● **Data listing**:

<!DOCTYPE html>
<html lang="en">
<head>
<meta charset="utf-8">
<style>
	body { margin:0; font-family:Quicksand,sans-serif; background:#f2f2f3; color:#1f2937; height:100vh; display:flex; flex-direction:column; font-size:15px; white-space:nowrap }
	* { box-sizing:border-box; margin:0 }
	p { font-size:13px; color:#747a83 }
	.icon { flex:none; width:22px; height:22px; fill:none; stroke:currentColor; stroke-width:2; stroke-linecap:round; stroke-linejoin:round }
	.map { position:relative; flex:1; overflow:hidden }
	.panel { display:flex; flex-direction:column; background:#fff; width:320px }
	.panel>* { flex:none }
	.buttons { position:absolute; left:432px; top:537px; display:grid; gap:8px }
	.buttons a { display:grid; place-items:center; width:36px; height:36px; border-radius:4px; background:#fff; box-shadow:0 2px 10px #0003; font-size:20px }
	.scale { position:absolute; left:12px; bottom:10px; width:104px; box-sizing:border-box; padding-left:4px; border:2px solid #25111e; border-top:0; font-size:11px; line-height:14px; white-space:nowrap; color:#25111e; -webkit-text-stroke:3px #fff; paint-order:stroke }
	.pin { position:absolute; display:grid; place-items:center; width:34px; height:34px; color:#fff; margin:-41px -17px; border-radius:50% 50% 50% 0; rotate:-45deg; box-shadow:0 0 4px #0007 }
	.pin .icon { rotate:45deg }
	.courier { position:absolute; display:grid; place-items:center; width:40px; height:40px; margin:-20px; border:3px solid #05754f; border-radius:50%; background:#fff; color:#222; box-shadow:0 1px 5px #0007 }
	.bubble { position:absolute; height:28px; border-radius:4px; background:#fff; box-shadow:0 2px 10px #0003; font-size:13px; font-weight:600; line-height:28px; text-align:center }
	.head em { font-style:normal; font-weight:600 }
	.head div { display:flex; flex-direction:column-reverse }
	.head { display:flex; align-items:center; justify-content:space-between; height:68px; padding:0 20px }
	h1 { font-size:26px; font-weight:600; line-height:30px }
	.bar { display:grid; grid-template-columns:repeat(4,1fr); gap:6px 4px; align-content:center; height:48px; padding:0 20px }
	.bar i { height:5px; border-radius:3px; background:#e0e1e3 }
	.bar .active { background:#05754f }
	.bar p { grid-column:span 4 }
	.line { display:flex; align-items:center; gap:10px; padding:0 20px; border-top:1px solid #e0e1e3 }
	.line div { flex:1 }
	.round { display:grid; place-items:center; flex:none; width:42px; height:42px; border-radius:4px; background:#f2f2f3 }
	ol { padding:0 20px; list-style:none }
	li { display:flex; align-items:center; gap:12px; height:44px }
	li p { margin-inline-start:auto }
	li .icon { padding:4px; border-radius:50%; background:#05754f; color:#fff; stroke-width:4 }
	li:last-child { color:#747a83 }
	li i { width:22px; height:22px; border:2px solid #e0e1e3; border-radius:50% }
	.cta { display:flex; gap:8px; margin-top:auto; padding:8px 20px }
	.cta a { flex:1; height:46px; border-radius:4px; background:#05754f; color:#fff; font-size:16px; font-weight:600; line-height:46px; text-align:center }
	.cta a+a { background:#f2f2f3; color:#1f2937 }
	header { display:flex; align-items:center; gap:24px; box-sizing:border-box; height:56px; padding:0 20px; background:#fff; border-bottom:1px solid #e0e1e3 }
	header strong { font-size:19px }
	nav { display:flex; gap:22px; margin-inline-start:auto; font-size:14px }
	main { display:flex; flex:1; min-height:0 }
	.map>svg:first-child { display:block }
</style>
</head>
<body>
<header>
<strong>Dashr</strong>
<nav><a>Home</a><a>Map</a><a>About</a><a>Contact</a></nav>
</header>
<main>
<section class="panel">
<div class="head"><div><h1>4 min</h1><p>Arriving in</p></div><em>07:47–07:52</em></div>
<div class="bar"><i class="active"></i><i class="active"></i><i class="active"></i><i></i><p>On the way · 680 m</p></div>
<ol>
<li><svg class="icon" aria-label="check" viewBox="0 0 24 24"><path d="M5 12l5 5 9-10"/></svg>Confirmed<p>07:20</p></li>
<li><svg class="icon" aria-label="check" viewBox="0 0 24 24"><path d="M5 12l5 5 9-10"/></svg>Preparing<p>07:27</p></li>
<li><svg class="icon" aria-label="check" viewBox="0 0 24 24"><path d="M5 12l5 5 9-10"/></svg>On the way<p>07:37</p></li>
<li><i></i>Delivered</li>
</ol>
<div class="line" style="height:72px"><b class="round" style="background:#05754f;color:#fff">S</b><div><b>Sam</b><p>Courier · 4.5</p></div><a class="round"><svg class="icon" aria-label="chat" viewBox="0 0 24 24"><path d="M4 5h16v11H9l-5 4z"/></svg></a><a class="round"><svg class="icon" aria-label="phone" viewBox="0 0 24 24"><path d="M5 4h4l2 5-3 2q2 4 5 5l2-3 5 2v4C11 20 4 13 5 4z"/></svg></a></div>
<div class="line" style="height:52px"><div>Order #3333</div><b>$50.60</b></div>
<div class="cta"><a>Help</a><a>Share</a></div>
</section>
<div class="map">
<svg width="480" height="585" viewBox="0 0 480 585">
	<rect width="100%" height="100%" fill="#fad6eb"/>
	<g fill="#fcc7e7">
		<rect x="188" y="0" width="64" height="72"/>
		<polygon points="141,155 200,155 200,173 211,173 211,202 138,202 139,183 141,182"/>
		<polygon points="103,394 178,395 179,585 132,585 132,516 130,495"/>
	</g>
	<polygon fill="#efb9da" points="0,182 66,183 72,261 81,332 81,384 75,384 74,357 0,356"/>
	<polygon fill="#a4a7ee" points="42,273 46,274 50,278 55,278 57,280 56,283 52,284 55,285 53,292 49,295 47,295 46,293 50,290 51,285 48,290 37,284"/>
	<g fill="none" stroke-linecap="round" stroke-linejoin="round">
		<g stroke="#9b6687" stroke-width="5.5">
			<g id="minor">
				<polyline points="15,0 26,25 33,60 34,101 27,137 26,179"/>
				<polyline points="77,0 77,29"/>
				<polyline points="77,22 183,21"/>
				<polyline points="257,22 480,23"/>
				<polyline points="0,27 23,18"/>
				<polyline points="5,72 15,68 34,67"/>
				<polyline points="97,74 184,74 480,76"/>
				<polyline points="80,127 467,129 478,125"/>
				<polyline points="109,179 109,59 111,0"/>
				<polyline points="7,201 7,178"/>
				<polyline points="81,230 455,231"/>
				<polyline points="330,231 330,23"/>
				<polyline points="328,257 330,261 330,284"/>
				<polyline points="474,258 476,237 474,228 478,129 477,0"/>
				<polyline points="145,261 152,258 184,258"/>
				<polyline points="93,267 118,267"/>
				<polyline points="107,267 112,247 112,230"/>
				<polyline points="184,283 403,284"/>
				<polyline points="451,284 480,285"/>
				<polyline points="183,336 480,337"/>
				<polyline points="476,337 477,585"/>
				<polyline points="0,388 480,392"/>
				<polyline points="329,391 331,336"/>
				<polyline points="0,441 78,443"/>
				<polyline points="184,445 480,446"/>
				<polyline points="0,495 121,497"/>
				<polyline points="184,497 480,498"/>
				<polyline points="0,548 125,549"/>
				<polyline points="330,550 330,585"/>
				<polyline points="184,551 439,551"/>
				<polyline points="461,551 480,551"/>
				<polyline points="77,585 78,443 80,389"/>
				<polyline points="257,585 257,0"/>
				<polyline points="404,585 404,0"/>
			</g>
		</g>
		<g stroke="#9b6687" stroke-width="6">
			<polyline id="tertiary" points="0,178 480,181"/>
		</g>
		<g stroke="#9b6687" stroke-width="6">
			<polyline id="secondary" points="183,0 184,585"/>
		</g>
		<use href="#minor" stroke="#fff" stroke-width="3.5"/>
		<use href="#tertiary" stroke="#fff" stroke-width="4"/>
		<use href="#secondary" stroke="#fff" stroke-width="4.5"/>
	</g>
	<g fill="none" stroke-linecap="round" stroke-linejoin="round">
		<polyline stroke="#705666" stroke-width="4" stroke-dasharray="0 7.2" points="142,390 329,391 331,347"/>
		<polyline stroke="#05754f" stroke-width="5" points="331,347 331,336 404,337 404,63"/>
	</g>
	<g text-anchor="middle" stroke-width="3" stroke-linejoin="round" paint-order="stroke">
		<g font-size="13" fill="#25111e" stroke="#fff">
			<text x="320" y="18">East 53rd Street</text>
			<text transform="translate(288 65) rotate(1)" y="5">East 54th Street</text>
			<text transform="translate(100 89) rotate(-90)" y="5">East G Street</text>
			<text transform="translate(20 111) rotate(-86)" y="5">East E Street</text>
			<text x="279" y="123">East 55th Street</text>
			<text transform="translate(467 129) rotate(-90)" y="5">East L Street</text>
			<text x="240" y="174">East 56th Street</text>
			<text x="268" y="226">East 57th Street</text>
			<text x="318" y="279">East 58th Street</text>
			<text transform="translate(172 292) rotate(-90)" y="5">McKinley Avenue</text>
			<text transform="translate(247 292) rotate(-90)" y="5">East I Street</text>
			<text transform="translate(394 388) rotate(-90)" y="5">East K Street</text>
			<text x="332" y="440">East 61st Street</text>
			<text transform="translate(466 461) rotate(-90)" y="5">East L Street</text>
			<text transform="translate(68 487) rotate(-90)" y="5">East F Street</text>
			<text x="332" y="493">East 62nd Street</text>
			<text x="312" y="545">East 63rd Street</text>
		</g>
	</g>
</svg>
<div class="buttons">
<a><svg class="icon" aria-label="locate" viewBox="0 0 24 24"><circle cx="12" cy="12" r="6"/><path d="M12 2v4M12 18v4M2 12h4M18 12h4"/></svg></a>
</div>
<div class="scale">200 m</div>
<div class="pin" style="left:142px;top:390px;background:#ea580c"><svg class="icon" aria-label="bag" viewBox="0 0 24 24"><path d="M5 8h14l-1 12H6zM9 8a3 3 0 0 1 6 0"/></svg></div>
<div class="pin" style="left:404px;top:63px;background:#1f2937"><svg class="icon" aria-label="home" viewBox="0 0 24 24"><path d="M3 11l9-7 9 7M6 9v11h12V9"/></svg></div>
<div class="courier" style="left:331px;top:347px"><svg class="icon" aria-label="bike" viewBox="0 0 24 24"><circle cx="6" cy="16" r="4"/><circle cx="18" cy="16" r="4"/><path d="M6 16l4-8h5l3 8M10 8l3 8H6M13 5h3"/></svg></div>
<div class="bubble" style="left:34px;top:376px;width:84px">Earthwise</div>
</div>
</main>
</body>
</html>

● **Activity**: Tally the lines of the data that contain the string "buttons" and report the total alone.

● **Solution for this exercise**: 3